START DATA LISTING
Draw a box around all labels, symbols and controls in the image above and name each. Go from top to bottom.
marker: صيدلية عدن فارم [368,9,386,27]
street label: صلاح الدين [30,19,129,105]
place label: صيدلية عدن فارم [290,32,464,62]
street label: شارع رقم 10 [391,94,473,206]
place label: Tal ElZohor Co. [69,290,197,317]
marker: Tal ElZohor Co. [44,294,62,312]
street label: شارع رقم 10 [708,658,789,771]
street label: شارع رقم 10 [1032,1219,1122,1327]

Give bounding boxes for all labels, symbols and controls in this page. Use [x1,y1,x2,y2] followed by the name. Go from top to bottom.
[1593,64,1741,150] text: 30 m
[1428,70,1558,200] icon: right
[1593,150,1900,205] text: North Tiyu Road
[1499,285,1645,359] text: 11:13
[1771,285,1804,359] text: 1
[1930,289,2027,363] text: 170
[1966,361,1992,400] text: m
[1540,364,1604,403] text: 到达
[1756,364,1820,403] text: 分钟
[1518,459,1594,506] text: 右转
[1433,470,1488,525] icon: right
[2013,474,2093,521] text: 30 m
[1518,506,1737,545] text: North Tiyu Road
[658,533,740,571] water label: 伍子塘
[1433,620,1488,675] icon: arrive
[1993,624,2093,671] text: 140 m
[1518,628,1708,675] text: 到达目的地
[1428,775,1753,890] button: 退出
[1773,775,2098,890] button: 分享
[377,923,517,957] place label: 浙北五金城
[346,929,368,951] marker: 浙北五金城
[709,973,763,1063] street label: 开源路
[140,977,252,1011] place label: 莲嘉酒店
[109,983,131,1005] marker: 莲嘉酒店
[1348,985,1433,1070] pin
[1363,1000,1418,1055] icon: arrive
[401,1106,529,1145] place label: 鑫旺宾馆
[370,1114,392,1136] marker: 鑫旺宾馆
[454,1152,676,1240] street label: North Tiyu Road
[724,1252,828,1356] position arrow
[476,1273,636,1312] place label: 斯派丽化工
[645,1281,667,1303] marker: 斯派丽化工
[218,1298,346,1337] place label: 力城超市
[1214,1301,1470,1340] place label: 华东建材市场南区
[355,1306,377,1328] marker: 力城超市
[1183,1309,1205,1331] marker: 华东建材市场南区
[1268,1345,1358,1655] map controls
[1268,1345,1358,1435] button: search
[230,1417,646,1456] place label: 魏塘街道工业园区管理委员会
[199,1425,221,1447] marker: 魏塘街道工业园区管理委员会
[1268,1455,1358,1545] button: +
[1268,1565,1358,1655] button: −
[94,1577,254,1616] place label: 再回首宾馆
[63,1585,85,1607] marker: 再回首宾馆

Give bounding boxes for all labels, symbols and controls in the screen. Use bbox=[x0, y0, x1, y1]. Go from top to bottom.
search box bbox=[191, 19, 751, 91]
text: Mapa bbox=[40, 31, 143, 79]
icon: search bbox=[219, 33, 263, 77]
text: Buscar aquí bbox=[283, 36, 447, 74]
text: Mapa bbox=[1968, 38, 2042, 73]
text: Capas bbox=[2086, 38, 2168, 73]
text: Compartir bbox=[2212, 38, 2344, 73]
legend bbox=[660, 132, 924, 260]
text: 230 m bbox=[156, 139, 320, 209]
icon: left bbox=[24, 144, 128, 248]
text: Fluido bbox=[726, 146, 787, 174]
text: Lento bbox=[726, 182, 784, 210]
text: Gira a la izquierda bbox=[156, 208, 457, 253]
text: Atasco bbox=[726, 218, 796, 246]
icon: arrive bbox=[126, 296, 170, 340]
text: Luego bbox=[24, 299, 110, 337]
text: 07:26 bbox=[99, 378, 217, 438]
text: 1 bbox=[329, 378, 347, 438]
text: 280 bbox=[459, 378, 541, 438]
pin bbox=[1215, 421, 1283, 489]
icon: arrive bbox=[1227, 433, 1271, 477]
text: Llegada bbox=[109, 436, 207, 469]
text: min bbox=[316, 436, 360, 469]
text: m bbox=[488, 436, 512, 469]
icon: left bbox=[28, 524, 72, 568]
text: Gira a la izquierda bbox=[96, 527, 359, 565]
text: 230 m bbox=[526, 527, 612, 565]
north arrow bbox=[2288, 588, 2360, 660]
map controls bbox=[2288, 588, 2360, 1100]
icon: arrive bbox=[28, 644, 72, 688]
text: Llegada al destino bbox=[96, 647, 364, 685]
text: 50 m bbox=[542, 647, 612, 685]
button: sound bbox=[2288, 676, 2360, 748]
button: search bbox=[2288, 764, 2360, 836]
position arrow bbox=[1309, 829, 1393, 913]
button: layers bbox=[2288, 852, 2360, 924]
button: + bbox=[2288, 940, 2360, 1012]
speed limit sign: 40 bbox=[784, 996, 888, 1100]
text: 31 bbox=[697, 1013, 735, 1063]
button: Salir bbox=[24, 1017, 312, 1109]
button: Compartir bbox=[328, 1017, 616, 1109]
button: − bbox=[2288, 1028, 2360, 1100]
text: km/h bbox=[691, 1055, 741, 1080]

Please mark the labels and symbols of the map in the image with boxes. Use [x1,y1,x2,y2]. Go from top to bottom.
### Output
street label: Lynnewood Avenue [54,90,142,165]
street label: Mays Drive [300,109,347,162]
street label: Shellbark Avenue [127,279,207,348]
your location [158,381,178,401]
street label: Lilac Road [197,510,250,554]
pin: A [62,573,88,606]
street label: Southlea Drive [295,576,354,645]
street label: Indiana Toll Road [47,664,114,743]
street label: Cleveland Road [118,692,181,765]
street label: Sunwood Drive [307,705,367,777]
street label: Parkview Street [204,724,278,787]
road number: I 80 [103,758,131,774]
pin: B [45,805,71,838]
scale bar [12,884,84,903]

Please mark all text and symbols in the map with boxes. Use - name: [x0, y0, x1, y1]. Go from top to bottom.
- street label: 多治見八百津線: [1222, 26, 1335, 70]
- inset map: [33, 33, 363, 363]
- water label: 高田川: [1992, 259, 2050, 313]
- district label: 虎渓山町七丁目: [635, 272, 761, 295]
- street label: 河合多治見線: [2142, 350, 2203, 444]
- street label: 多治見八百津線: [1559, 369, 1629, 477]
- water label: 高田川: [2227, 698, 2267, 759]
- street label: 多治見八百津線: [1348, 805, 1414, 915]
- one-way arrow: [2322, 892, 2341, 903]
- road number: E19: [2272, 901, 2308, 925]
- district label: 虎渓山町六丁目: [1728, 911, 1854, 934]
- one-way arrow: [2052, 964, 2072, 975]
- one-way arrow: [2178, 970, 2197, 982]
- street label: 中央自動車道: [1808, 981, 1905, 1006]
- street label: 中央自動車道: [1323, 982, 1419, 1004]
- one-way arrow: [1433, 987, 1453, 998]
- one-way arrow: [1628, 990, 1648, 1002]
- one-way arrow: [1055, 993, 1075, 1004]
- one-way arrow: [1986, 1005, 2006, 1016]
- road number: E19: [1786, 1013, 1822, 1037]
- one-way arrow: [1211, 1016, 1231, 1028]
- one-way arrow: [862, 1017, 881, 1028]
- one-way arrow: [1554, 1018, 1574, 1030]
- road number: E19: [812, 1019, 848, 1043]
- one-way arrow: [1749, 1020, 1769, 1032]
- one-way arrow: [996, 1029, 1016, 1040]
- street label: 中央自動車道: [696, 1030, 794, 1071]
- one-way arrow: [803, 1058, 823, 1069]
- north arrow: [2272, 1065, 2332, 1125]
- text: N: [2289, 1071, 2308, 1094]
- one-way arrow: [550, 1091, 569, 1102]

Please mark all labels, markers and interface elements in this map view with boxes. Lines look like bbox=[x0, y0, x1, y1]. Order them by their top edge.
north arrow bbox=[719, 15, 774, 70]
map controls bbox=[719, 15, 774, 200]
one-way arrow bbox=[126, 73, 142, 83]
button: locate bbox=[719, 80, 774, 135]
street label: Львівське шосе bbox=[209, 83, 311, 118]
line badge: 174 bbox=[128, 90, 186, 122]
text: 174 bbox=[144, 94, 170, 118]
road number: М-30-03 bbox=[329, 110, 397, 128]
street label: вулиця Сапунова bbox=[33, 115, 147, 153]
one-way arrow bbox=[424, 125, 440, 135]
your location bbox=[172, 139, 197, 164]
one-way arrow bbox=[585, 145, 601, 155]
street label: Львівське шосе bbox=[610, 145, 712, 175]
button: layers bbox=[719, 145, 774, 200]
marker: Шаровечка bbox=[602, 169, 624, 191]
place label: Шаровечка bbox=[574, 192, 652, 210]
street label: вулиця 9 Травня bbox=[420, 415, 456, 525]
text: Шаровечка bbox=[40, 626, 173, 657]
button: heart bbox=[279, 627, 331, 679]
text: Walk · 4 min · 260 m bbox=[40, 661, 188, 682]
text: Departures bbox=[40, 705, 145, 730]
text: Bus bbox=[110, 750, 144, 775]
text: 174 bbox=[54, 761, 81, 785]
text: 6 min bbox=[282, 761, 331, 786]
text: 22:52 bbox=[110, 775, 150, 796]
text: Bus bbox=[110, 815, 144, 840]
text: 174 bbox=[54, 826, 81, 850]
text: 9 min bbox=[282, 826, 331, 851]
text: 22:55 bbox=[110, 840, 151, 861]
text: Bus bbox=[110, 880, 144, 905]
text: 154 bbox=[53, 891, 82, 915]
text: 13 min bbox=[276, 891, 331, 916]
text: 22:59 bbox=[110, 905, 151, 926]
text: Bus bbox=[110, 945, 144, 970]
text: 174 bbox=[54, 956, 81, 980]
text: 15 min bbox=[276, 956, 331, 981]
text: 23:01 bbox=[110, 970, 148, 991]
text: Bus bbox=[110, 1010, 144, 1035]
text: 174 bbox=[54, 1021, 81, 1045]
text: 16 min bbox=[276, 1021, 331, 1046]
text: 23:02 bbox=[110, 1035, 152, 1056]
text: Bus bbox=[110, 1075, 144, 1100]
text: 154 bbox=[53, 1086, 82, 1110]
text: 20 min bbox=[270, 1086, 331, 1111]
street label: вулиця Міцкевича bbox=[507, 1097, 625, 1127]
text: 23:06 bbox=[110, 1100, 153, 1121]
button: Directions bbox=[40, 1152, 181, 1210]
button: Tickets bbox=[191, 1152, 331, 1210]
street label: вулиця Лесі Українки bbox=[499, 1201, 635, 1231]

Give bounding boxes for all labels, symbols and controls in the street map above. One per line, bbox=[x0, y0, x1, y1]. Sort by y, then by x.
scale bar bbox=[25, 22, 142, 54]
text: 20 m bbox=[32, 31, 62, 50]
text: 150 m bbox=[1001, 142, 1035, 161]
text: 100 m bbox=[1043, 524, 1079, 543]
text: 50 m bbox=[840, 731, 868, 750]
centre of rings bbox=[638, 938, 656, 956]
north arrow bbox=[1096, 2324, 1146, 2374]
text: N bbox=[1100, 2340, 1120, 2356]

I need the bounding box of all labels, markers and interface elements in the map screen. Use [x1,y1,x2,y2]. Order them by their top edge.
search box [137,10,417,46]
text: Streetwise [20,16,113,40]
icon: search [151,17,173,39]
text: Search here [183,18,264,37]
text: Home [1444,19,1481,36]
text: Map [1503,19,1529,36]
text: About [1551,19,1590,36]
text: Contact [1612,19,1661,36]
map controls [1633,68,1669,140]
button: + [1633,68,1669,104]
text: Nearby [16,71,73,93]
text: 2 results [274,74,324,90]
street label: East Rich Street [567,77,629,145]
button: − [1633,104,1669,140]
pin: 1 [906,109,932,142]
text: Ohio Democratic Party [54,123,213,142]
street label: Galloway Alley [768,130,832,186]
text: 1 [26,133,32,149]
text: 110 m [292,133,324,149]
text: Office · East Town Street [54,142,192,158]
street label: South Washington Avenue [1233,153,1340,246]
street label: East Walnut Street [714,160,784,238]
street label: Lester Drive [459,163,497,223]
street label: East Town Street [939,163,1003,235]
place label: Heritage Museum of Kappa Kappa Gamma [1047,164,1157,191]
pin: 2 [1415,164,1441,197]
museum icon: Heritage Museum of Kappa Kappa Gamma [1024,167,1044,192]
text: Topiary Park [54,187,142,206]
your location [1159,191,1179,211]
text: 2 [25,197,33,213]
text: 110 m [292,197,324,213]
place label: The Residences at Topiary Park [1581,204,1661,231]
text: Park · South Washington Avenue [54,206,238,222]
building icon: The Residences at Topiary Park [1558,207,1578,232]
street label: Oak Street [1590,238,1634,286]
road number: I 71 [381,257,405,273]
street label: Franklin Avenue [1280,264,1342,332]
END DATA LISTING
All lines in the records with the string "Give" should be copied out.

ANSWER FOR THE TASK:
Give bounding boxes for all labels, symbols and controls in this page. Use [x1,y1,x2,y2] followed by the name. Go from top to bottom.
Give bounding boxes for all labels, symbols and controls in the screen. Use bbox=[x0, y0, x1, y1]. Go from top to bottom.
Give bounding boxes for all labels, symbols and controls in the street map above. One per line, bbox=[x0, y0, x1, y1]. Sort by y, then by x.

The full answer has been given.